Unraveling the Diversity of Grapevine Microbiome (free full text online at PLOSone) – more work on the microbial terroir front, though these researchers haven’t framed their findings that way. They attempted to observe and identify every microorganism — yeast and bacteria — they could find on grapevine leaves from May through June in a Portuguese vineyard. They found, unsurprisingly, a whole lot of microbes — roughly 200, and they’re betting that they didn’t catch as many as half of what’s out there. Foundational work for folks looking at vineyard microbes in more specific ways.

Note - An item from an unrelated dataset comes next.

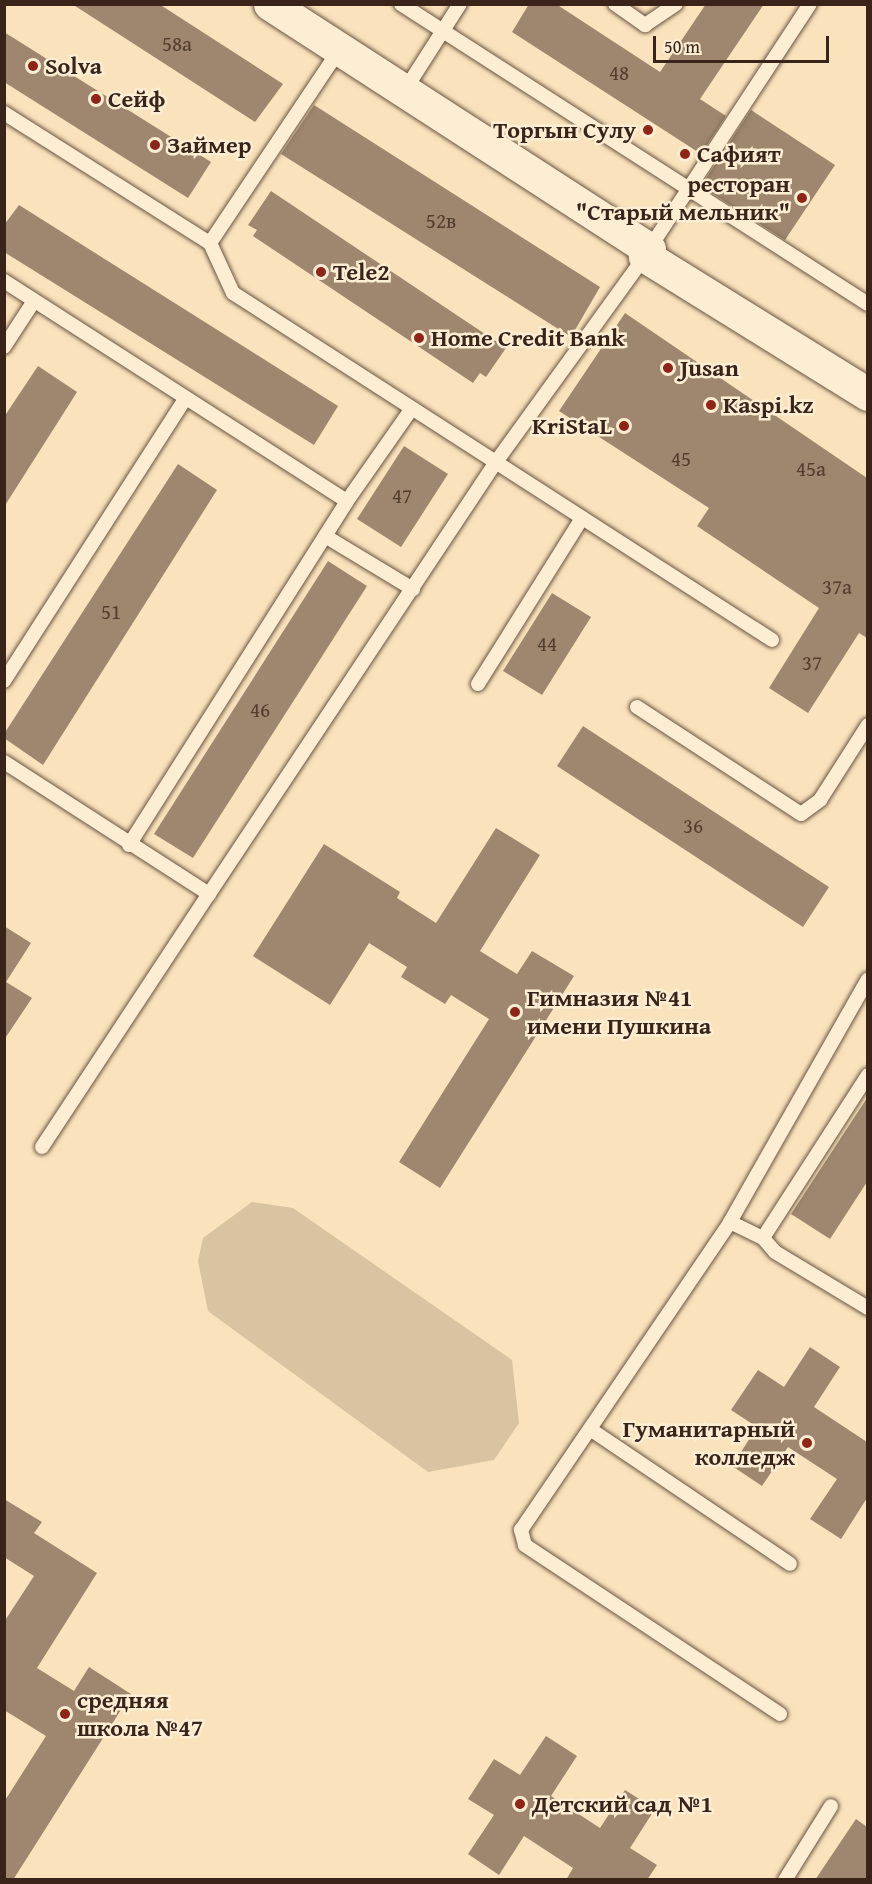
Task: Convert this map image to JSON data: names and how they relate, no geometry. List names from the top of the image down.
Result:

Degradation of Aflatoxin B1 during the fermentation of alcoholic beverages (Toxins, free full-text in PubMedCentral) – a new study showing that a particular aflatoxin — a highly toxic compound produced by molds that can grow on both grain and grapes — is partially degraded during wine fermentation, but apparently not during beer fermentation. Not all that helpful in practical terms because only about 30% of the aflatoxin was degraded — and who knows whether these results will be reproducible under different fermentation conditions, with different yeasts, at different temperatures…

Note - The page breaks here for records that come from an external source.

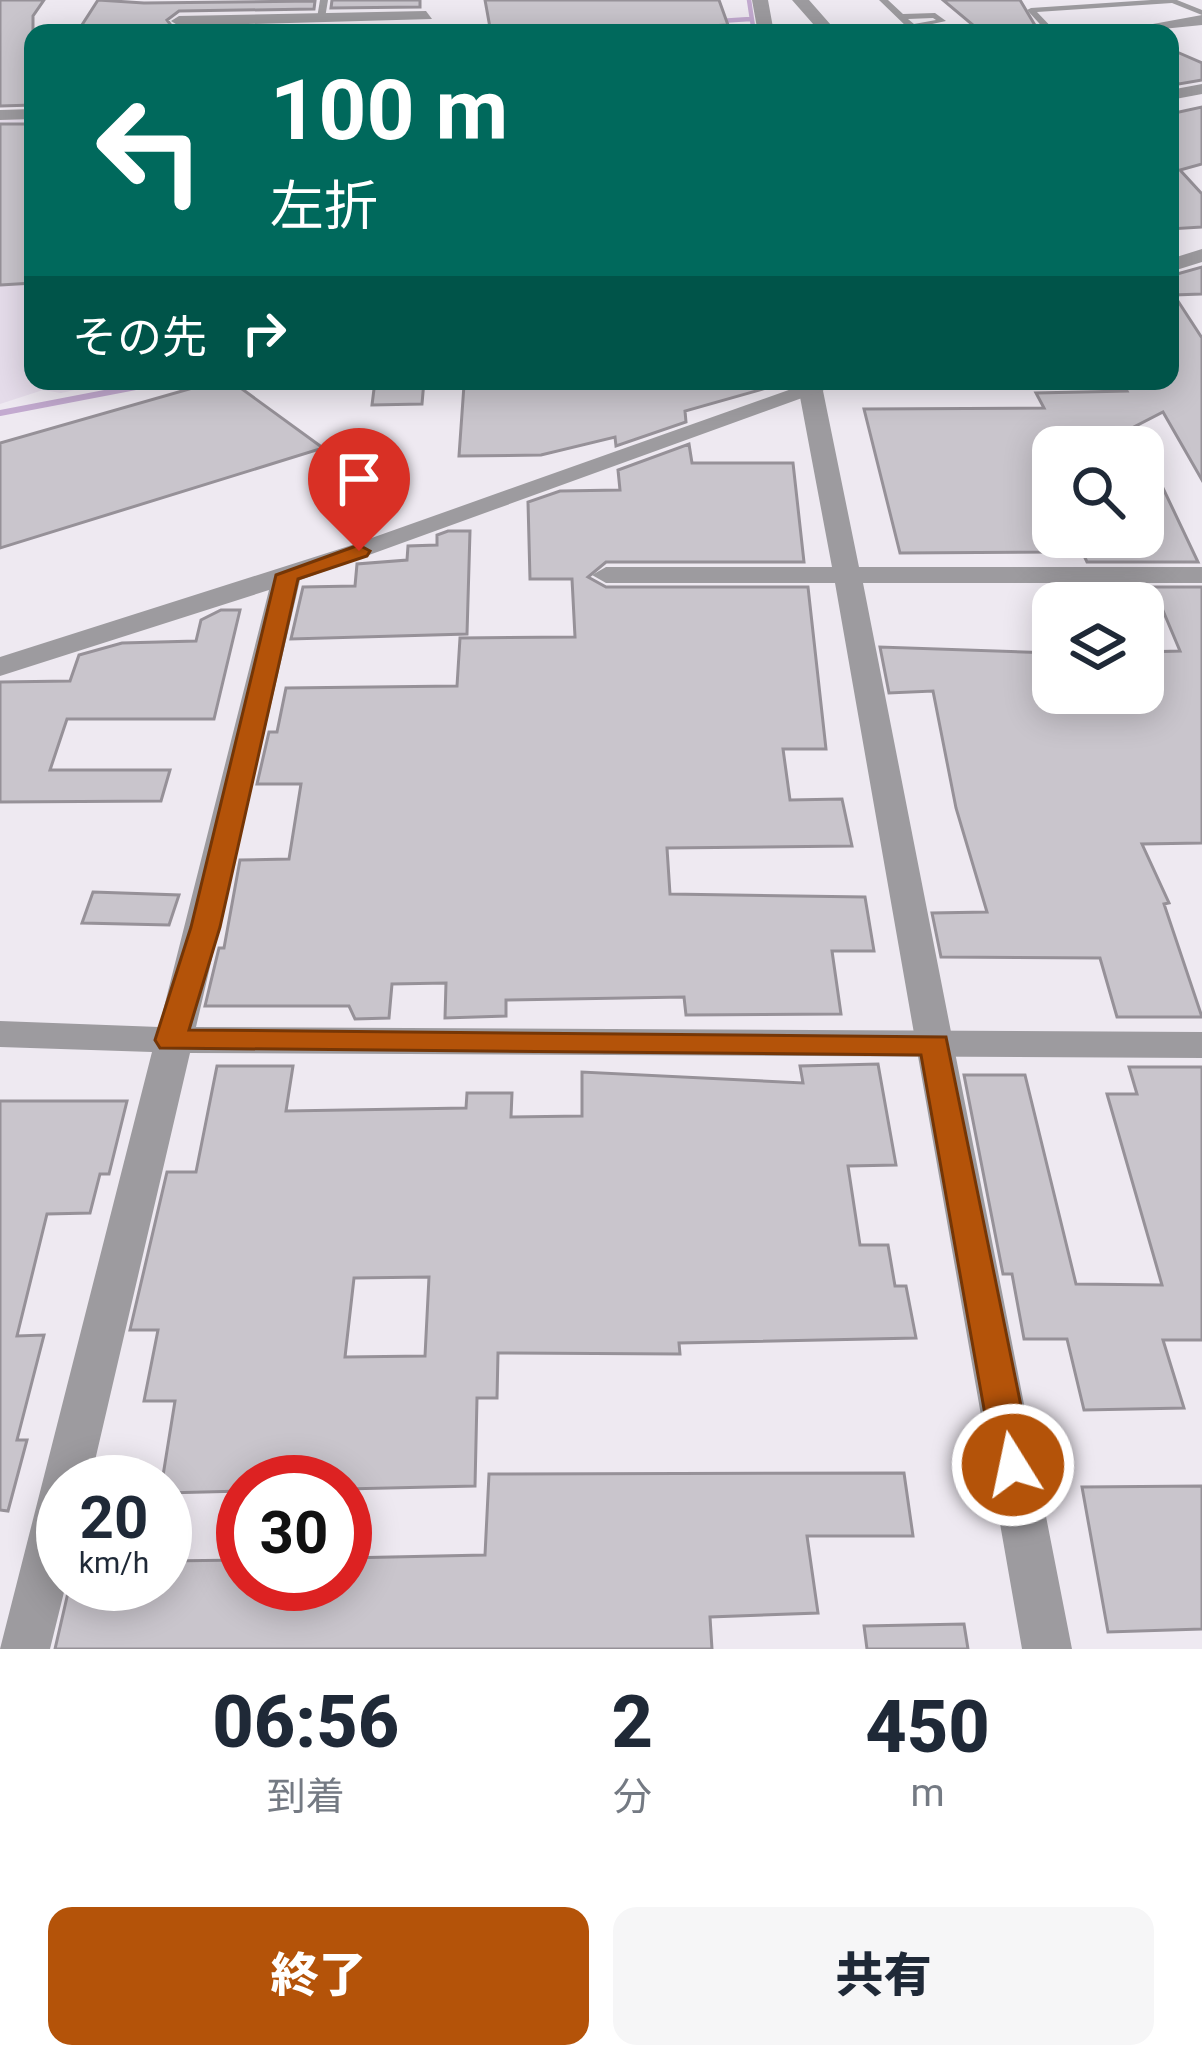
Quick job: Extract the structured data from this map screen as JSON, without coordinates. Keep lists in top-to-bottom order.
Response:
{
  "page": {
    "turn": ["100 m", "左折"],
    "then": "その先",
    "speed": "20 km/h",
    "limit": "30",
    "eta": [
      "06:56",
      "到着",
      "2",
      "分",
      "450",
      "m"
    ],
    "buttons": ["終了", "共有"]
  }
}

Food items contributing most to variation in antioxidant intake; a cross-sectional study among Norwegian women – Coffee explained a full half of the differences between Norwegian women’s antioxidant intake. Red wine, tea, blueberries, walnuts, cinnamon, broccoli, and oranges were also especially important. I’d love to see these kind of data across countries and cultures, not so much for what it might say about improving health, but for how it reflects food culture in an interesting way. (Free full-text online; hooray!)

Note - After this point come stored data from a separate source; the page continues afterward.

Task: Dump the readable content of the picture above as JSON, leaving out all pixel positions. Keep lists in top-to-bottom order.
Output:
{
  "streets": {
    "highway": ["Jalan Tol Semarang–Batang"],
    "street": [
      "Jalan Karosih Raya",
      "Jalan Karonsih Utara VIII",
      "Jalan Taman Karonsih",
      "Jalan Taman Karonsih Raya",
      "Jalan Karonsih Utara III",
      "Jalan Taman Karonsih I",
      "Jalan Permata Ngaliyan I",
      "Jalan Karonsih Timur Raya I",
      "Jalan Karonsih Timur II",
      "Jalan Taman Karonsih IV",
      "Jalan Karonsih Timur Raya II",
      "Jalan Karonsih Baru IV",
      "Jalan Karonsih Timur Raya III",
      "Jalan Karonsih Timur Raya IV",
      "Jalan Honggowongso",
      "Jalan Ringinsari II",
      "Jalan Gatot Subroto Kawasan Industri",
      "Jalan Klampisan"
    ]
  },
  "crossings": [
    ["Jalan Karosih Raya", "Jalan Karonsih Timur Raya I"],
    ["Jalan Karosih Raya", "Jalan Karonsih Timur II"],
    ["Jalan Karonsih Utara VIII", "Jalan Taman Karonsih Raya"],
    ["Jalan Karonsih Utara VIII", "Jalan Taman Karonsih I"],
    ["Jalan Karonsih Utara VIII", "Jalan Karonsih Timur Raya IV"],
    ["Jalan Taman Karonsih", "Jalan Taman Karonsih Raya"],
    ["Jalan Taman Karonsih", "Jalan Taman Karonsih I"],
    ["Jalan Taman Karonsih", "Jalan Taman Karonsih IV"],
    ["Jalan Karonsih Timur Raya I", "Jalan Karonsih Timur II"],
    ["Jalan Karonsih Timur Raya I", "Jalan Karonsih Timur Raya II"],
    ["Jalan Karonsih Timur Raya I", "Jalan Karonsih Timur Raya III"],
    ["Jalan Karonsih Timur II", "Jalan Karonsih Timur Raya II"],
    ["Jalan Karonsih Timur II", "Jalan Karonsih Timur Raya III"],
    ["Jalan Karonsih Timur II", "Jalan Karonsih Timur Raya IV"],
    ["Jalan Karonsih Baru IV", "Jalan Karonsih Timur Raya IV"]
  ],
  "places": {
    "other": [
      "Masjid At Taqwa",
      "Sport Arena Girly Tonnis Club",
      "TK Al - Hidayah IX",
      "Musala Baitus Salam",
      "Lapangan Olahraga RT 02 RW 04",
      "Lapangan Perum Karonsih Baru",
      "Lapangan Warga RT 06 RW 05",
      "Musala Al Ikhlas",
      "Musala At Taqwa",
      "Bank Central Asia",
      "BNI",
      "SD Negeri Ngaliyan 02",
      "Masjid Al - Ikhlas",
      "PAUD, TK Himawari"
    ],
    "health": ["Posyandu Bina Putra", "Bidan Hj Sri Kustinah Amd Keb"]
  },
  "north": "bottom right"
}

Specialized Science (article in Infection and Immunity, regrettably behind a paywall) – an incredibly intelligent consideration of the benefits and costs of ever-increasing scientific specialization, by one of my all-time favorite rockstar microbiologists who makes a welcome habit of philosophizing about his craft. Understanding Wine Technology by David Bird This book is currently in its third edition; I read the first edition because that’s what was in-stock at my university library. I wish I could recommend it. Amazon and other reviews indicate that many people seem to find it helpful. But I can’t quite figure out who Bird is addressing: he glosses over some details with barely an explanation, while giving more detail about others than would be needed by anyone shy of an enology tech. Moreover, while I appreciate his effort to make science understandable, he’s sometimes factually inaccurate, even allowing for changes since the book was published. Nevertheless, it will give you an opportunity to think about the undiscussed, “hidden” processing steps that happen in much of wine production.
Communication: Spontaneous Scientists – improvisation to help scientists communicate more effectively, an informal review of people and programs trying it out, on Nature. A great idea, and part of a movement in the US to increase scientists’ communication training. Now, let’s move it from the elite to the mainstream.
The Magicians by Lev Grossman – Some reviewers on Amazon were deeply disappointed that this book wasn’t a grown-up version of Harry Potter. But that’s not at all what Grossman is doing, even if his book does involve an unhappy youth, an unexpected invite to a magical school, and his adventures thereafter. Really, this book is about happiness and its absence when we live constantly in search — or hope, or expectation — of our dreams. This is not a happy book. It is thought-provoking, and it is well worth a few afternoon’s time. I devoured the whole thing in a day and a half.
Severe Drought Grows Worse in California (January 17, 2014) — When the New York Times headlines a story about agriculture in California, you know it’s a big deal. Possibly the most disturbing part of this story is how it highlights how tremendously wasteful water practices have become a taken-for-granted norm for many folks. Landscape watering and hour-long showers? How about xeroscaping and moving our soapy rumps a bit faster?